▶ [EXERCISE DIRECTIONS]:
What is needed is every line of the data that includes the word "shaded". Please copy each one.
================================
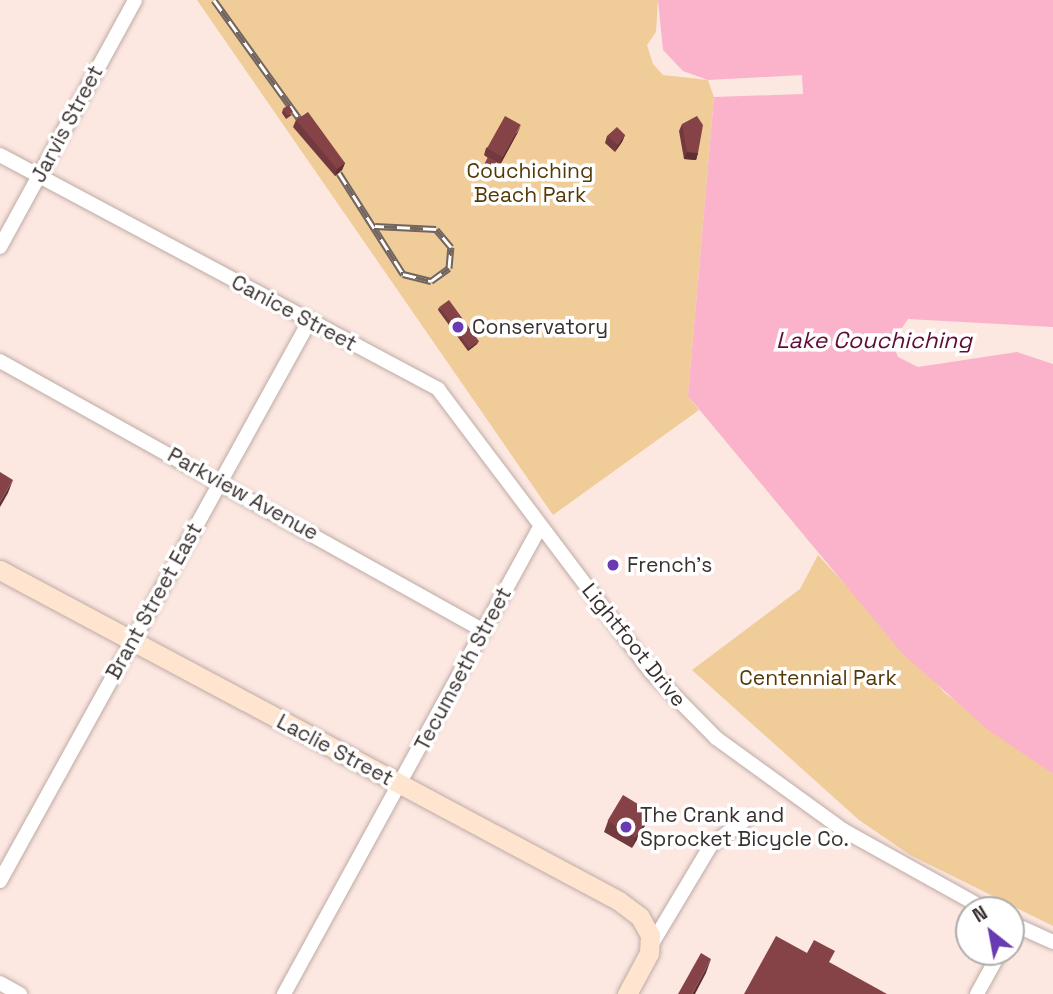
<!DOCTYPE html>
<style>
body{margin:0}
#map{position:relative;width:1053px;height:994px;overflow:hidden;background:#fce7e1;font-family:"Space Grotesk",sans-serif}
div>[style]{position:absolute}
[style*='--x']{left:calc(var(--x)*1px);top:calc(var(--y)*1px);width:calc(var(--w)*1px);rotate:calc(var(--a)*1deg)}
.green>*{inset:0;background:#f0cc98}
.water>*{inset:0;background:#fbb2cb}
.pier>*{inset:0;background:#fce7e1}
.roads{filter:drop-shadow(0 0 2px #beaba5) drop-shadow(0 0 2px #beaba5)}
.street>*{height:14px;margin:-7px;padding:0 7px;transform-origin:7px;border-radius:7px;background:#fff}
.secondary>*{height:19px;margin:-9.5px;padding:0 9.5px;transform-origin:9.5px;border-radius:9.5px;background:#ffe4cf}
.rail>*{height:7px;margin-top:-3.5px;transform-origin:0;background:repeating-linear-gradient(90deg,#fff 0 13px,#716562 0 26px);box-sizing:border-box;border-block:2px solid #716562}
.wall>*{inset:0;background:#723a3e}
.shaded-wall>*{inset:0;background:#5d2f32}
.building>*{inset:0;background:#854348;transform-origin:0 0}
.dots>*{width:19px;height:19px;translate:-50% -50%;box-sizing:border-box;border:4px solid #fff;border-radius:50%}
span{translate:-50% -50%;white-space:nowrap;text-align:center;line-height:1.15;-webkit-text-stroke:7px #fff;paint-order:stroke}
.street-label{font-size:21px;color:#39312f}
.park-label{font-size:21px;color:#543907}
.poi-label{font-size:21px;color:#39312f}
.left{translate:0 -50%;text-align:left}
.water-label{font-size:23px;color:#600c36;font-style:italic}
.north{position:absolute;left:955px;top:896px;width:70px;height:70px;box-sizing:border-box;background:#fff;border:2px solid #b0adac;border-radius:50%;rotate:329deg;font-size:19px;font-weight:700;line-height:28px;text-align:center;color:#39312f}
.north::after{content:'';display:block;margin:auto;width:24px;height:32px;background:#693bb3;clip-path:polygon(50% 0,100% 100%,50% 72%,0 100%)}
</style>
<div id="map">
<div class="green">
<div style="clip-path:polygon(197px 0,658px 0,656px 32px,647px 45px,653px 64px,663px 75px,708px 80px,714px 97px,688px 396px,699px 410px,553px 515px)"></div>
<div style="clip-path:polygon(818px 555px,945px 693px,1053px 774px,1053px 926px,910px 855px,859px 820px,692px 670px,800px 589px)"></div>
</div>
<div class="water">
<div style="clip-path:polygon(658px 0,1053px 0,1053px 774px,987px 729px,902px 653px,688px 396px,714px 97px,708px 80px,683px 71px,663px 50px)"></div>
</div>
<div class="pier">
<div style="clip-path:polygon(802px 75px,803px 94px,714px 97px,708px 80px)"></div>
<div style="clip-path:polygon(908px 319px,1053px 327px,1053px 364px,1017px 352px,918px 367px,898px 357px,892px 343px)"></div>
</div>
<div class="roads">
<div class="street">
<div style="--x:0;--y:155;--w:497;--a:28.1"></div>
<div style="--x:438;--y:389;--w:354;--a:53"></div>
<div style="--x:651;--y:672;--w:93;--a:45.4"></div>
<div style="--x:716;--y:738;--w:157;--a:35.9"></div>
<div style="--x:843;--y:830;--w:165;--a:29.1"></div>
<div style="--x:0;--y:247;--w:281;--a:-61.3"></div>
<div style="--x:0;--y:361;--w:554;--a:29.16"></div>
<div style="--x:0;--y:881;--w:639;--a:-61.07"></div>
<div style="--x:1011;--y:923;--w:46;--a:24.3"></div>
<div style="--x:650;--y:947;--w:119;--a:-59.1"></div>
<div style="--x:711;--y:845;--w:44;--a:-36.6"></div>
<div style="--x:0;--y:983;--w:23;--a:29"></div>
<div style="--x:284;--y:994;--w:533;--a:-61.27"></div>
<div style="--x:977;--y:994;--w:48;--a:-61.3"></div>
</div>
<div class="secondary">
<div style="--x:0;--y:570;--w:702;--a:28.13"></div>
<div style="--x:619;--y:901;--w:26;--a:37"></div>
<div style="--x:640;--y:917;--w:21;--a:61"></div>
<div style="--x:650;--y:935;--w:18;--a:93"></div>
<div style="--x:649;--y:953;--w:47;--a:118.2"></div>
</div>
</div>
<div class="rail">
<div style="--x:214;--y:0;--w:149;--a:54.3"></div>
<div style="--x:339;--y:173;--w:120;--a:57.6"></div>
<div style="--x:403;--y:274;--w:29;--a:14"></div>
<div style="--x:431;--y:281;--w:22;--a:-36"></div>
<div style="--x:449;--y:268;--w:21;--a:-85"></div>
<div style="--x:451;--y:247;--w:23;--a:-130"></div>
<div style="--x:436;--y:229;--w:61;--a:-177.2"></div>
</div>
<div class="wall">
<div style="clip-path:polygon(283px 109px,292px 115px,286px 119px,282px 113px)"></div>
<div style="clip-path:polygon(296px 120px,345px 163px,342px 170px,335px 176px,293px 127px)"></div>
<div style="clip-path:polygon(682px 124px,698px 153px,696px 160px,684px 159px,679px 131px)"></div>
<div style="clip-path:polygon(518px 132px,500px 165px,496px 162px,490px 175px,481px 171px,488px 158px,484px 155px,486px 148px)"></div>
<div style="clip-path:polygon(625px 135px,622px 142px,615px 152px,605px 143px,607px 136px)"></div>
<div style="clip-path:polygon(439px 307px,477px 344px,468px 351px,438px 310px)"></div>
<div style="clip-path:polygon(651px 812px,647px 822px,632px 848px,604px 832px,608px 821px)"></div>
</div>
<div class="shaded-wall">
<div style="clip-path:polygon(521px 125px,518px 132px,500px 165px,502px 158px)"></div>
<div style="clip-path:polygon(625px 135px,622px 142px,615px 152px,618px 145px)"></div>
<div style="clip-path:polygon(687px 152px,698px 153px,696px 160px,684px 159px)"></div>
<div style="clip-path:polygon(345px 163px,342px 170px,335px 176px,337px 169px)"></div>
<div style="clip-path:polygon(479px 341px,477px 344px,468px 351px,469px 348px)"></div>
<div style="clip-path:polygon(13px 480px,8px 493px,0 507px,0 502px)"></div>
<div style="clip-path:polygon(651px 812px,647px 822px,632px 848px,636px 837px)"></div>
<div style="clip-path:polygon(711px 959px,706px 973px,695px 994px,692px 994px)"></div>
</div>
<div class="building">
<div style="left:289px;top:105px;width:8px;height:7px;rotate:60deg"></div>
<div style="clip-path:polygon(308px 112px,345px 163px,337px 169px,296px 120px)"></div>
<div style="left:505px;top:116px;width:18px;height:37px;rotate:29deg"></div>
<div style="clip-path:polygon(697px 116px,703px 125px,698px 153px,687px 152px,682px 124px)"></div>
<div style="clip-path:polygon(617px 127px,625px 135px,618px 145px,607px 136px)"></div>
<div style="left:488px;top:157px;width:9px;height:12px;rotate:27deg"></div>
<div style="left:449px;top:300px;width:51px;height:12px;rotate:54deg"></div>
<div style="clip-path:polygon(0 472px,13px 480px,0 502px)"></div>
<div style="left:623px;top:795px;width:33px;height:30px;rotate:31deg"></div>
<div style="clip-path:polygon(776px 936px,807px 953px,814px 940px,835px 951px,829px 962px,887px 994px,744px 994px)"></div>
<div style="clip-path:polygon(701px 953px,711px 959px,692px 994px,678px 994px)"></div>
</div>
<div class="dots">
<div style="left:458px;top:327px;background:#693bb3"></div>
<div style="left:613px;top:565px;background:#693bb3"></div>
<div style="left:626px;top:827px;background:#693bb3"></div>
</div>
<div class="street-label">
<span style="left:67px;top:124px;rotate:-62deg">Jarvis Street</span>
<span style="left:294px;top:313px;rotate:28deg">Canice Street</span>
<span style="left:243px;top:494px;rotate:29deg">Parkview Avenue</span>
<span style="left:154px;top:601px;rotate:-61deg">Brant Street East</span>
<span style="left:634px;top:645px;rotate:51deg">Lightfoot Drive</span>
<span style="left:463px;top:669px;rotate:-62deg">Tecumseth Street</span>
<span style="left:335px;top:750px;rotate:28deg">Laclie Street</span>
</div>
<div class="park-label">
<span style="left:530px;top:183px">Couchiching<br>Beach Park</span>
<span style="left:818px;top:678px">Centennial Park</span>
</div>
<div class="poi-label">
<span class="left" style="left:472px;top:327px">Conservatory</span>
<span class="left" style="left:627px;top:565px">French's</span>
<span class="left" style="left:640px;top:827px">The Crank and<br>Sprocket Bicycle Co.</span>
</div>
<div class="water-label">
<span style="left:874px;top:340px">Lake Couchiching</span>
</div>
<div class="north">N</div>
</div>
================================
▶ [SOLUTION TO THIS EXERCISE]:
.shaded-wall>*{inset:0;background:#5d2f32}
<div class="shaded-wall">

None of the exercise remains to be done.